### Work to complete
Every line below that includes the word "Start" needs to be copied.
╭─ Input data
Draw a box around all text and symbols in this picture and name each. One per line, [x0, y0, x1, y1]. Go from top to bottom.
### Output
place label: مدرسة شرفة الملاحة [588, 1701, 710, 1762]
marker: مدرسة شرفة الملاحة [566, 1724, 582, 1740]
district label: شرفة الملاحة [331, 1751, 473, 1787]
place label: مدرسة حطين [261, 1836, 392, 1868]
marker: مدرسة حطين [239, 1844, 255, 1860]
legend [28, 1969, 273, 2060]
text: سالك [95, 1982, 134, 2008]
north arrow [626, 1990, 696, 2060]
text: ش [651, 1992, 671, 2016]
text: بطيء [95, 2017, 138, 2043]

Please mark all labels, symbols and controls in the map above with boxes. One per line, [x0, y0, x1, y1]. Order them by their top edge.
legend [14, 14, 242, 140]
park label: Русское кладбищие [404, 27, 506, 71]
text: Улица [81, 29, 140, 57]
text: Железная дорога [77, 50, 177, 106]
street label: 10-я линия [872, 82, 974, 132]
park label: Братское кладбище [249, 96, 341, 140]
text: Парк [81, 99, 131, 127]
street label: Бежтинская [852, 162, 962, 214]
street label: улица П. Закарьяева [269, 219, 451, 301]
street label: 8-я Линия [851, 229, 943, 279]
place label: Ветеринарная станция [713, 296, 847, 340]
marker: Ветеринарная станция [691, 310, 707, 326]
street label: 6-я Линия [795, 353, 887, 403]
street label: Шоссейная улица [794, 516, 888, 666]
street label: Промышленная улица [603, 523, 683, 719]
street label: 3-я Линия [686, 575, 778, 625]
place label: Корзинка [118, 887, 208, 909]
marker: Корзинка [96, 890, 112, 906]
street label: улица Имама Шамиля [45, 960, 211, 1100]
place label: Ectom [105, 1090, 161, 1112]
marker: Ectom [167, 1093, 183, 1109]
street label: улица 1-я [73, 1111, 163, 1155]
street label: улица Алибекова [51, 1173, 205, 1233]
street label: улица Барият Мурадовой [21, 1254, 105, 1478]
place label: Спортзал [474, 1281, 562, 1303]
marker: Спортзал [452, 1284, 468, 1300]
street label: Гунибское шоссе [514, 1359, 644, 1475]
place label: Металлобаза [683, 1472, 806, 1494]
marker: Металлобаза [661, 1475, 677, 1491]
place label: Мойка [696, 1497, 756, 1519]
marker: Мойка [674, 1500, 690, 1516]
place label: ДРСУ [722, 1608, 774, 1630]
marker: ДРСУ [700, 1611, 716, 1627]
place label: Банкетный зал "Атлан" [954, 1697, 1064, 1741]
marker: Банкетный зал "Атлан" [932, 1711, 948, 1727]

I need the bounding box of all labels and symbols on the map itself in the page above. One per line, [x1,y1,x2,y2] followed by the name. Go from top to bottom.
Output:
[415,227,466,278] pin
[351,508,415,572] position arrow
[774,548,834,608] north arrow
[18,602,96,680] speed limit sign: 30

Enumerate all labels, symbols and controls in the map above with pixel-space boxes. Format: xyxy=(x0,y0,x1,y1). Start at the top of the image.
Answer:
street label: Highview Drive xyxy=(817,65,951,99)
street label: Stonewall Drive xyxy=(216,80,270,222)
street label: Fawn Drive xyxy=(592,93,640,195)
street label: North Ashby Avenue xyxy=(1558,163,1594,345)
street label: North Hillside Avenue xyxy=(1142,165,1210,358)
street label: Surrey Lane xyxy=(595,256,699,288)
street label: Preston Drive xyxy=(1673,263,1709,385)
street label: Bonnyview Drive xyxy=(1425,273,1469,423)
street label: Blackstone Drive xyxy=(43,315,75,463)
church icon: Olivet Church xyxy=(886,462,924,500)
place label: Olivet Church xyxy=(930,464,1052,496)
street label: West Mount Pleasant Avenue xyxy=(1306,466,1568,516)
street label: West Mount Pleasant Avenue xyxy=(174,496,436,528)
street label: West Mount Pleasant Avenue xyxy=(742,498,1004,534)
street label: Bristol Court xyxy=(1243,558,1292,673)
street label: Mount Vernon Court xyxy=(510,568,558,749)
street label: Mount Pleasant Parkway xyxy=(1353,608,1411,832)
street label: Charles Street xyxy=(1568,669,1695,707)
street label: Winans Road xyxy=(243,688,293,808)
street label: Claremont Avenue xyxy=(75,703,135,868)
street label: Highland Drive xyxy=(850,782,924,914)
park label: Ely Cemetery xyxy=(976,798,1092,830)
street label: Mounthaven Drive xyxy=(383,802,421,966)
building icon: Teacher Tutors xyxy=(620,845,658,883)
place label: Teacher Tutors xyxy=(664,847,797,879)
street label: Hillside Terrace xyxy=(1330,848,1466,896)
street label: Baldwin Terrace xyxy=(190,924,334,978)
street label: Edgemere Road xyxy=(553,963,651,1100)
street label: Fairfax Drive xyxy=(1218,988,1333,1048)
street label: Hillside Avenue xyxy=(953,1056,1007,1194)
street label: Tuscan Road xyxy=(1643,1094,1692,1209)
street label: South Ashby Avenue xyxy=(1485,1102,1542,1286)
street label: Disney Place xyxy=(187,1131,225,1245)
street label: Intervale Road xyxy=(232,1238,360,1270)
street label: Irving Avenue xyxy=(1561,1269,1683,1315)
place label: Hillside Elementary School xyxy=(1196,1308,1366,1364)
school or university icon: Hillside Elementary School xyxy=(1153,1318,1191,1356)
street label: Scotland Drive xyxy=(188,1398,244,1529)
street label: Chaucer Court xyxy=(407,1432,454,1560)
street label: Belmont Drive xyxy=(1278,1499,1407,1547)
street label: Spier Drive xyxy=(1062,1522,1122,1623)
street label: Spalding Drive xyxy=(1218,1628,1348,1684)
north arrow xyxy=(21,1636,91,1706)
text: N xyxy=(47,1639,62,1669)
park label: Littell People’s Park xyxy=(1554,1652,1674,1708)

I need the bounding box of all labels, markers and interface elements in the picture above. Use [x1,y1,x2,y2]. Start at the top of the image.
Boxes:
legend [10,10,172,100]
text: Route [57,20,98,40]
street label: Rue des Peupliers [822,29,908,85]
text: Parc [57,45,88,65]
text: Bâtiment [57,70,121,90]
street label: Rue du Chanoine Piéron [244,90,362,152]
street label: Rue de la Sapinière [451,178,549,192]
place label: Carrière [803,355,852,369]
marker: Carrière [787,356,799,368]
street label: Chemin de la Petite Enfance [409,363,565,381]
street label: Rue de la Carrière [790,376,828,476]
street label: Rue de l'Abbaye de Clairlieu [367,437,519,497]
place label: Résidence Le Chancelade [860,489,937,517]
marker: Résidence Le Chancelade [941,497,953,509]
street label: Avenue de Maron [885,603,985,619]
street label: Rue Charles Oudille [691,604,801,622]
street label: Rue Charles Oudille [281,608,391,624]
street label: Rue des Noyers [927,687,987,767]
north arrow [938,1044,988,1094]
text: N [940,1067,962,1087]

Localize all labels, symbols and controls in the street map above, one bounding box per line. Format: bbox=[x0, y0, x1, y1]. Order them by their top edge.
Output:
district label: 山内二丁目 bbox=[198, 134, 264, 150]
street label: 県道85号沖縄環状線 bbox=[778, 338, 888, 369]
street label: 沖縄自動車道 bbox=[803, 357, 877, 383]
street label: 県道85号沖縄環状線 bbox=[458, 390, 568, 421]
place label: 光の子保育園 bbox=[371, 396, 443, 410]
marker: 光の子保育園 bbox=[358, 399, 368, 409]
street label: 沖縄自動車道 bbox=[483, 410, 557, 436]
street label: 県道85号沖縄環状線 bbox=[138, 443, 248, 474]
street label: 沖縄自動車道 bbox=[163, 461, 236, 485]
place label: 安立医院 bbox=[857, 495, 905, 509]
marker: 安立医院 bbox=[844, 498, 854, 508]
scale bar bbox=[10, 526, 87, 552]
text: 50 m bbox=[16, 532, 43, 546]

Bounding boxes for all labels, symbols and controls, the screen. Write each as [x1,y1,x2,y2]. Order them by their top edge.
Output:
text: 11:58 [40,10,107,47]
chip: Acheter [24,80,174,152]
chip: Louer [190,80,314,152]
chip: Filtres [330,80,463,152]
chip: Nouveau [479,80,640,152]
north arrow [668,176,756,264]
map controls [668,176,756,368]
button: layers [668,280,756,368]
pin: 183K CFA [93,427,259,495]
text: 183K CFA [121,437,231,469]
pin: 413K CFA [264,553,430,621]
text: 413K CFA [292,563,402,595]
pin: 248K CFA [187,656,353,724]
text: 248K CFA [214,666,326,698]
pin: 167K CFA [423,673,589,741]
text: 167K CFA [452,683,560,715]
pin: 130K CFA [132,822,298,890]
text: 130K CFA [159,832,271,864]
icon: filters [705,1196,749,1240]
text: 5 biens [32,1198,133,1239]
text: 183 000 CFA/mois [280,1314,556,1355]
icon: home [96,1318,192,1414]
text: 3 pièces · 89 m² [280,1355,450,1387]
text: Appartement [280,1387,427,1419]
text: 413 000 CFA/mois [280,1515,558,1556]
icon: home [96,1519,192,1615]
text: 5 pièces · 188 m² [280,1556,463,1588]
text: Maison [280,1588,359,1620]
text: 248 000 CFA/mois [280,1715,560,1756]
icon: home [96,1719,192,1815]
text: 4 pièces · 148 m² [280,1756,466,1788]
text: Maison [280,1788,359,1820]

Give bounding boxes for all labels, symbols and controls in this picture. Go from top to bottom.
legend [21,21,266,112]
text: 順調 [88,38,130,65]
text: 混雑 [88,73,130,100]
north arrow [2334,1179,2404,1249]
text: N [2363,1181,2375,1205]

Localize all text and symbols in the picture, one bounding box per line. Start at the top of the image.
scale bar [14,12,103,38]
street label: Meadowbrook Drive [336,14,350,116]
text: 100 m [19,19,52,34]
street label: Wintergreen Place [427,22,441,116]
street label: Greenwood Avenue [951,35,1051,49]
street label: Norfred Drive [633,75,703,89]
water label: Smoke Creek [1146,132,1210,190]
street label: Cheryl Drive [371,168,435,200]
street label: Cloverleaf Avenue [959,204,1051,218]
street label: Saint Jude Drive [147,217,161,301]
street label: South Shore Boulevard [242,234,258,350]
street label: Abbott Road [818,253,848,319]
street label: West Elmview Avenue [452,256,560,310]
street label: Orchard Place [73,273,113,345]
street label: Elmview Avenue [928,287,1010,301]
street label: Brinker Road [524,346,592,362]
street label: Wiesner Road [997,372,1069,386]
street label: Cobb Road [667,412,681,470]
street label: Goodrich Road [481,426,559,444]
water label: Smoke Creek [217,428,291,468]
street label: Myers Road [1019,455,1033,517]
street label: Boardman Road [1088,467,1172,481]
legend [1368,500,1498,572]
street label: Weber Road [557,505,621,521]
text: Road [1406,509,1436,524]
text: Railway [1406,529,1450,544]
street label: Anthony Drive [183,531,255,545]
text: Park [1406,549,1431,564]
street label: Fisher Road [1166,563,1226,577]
╰─
### Completed exercise
Enumerate all labels, symbols and controls in the map above with pixel-space boxes. Format: xyxy=(x0,y0,x1,y1). Start at the top of the image.
I need the bounding box of all labels, markers and interface elements in the picture above. Use [x1,y1,x2,y2]. Start at the top of the image.
Localize all text and symbols in the picture, one bounding box per line. Start at the top of the image.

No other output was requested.